- **Records drawn from a dataset**:
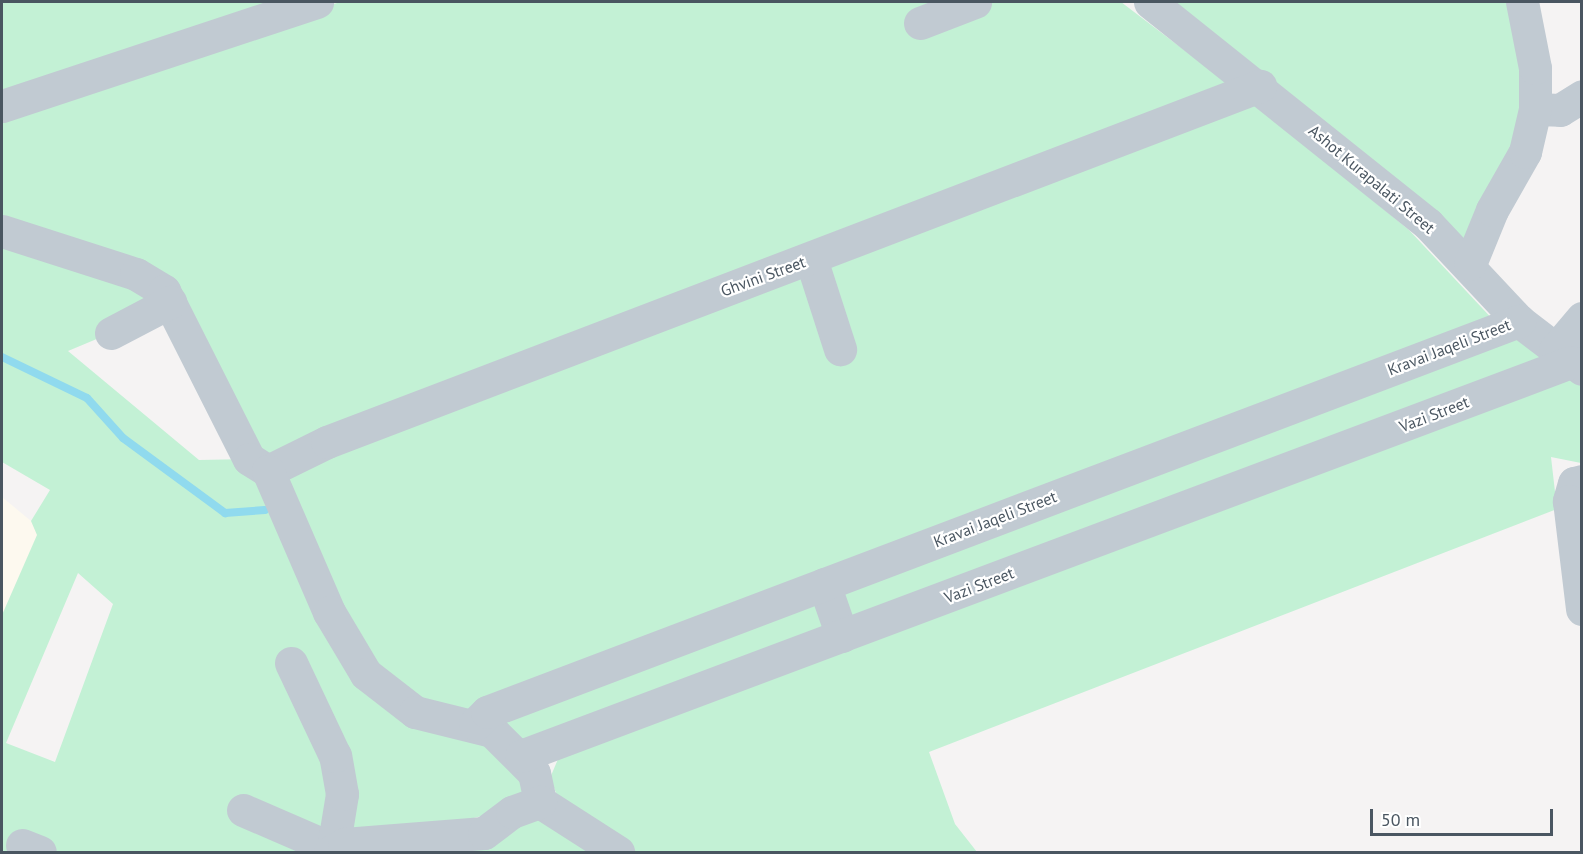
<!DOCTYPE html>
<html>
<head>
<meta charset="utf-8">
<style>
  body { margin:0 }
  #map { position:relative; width:1583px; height:854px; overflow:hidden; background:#f5f3f3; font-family:"PT Sans",sans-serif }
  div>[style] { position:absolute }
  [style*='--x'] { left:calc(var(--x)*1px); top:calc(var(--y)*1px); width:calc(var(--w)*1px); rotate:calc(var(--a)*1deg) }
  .commercial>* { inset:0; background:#fdf9ef }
  .green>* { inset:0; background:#c3f1d5 }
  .stream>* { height:8px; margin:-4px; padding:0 4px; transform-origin:4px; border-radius:4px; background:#90daee }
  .minor>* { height:33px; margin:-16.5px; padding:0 16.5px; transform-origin:16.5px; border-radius:16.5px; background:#c1cad2 }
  span { translate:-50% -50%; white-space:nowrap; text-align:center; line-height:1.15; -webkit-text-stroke:4.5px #fff; paint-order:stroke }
  .street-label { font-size:16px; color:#4a5661 }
  .frame { position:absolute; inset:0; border:3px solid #4a5661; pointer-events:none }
  .scale { position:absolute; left:1370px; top:809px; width:183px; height:27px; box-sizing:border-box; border:3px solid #4a5661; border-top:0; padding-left:8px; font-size:18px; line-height:21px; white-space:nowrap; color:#4a5661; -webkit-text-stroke:4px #fff; paint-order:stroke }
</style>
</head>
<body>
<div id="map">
  <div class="commercial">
    <div style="clip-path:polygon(2px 497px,31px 521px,38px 535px,2px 615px)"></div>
  </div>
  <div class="green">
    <div style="clip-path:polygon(2px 2px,317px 2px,2px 106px)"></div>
    <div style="clip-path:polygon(340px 2px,1121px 2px,1234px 88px,265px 458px,187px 307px,2px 224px,2px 113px)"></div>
    <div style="clip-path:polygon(1150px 2px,1522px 2px,1535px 109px,1470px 264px)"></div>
    <div style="clip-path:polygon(evenodd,1246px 96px,1409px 230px,1497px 324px,1519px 321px,1571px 362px,522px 756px,540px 802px,332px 852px,2px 852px,2px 615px,37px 535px,31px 521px,50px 490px,2px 462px,2px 231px,164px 291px,111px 333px,68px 351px,199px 460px,249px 459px,366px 674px,424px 704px,377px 667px,342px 607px,282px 470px,1246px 96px,78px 573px,113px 604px,55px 762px,6px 743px,78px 573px)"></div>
    <div style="clip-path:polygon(1581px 372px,1581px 463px,1551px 457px,1557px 509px,929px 752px,955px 824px,977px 852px,634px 852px,561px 805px,550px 778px,561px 752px)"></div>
    <div style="clip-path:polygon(540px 814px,601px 852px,356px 852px)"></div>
  </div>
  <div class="stream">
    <div style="--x:2;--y:357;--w:94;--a:25.8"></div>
    <div style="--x:87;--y:398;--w:54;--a:48"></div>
    <div style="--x:123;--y:438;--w:127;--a:36.3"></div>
    <div style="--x:225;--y:513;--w:40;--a:-4.3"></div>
  </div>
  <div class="minor">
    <div style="--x:1150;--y:2;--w:356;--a:38.6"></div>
    <div style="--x:1428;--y:224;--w:133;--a:46.8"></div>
    <div style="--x:1519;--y:321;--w:79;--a:37.3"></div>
    <div style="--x:920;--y:23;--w:59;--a:-20.9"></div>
    <div style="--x:2;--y:106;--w:332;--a:-18.3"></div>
    <div style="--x:1535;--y:109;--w:25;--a:2"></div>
    <div style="--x:1560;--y:110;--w:26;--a:-32"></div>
    <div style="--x:2;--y:231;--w:141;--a:17.8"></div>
    <div style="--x:136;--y:274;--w:33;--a:31"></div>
    <div style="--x:164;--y:291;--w:188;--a:63.2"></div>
    <div style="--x:249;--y:459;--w:22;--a:32"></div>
    <div style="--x:811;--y:259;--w:95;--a:72.1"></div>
    <div style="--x:1470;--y:264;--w:58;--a:-67.8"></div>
    <div style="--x:1492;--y:210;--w:67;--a:-60.4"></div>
    <div style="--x:1525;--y:152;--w:44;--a:-76.9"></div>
    <div style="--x:1535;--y:109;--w:41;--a:-90"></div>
    <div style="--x:1535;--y:68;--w:67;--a:-101.1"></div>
    <div style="--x:111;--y:333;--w:67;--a:-27.7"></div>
    <div style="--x:1555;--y:350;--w:42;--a:-49.8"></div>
    <div style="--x:268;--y:471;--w:66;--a:-26.2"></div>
    <div style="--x:327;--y:442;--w:999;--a:-20.89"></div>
    <div style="--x:268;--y:471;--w:154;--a:66.6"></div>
    <div style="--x:329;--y:612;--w:72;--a:59.2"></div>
    <div style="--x:366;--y:674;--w:62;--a:37.8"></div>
    <div style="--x:415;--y:712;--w:79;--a:13.9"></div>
    <div style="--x:492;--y:731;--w:59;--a:45"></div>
    <div style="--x:534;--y:773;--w:30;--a:78"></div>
    <div style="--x:540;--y:802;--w:93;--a:32.7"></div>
    <div style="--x:1582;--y:481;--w:8;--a:166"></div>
    <div style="--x:1574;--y:483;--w:19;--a:106"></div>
    <div style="--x:1569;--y:501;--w:109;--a:83.1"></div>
    <div style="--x:824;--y:584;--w:55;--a:70.9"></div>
    <div style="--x:475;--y:724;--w:17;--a:-45"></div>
    <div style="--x:487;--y:712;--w:1104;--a:-20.75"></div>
    <div style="--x:521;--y:756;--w:1121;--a:-20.57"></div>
    <div style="--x:243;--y:810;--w:98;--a:23.4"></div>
    <div style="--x:333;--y:849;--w:56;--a:-80.7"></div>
    <div style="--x:342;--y:794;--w:39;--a:-100"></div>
    <div style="--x:335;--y:756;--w:103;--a:-115.3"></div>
    <div style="--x:22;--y:845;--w:19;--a:21"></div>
    <div style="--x:330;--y:852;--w:16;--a:-30"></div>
    <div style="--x:344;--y:844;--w:140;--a:-4.5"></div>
    <div style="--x:484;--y:833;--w:35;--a:-37"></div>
    <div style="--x:512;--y:812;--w:30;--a:-20"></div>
  </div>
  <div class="street-label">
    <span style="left:1372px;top:179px;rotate:40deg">Ashot Kurapalati Street</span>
    <span style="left:763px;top:276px;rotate:-20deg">Ghvini Street</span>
    <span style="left:1449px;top:347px;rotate:-21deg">Kravai Jaqeli Street</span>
    <span style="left:1434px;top:414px;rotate:-21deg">Vazi Street</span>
    <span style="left:995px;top:519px;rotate:-21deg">Kravai Jaqeli Street</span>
    <span style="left:979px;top:585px;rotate:-21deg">Vazi Street</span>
  </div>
  <div class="frame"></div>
  <div class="scale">50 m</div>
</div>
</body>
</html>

- **What is being asked**: Search the records for the string "stream" and return every line in which it occurs.

- **Exercise solution**:
  .stream>* { height:8px; margin:-4px; padding:0 4px; transform-origin:4px; border-radius:4px; background:#90daee }
  <div class="stream">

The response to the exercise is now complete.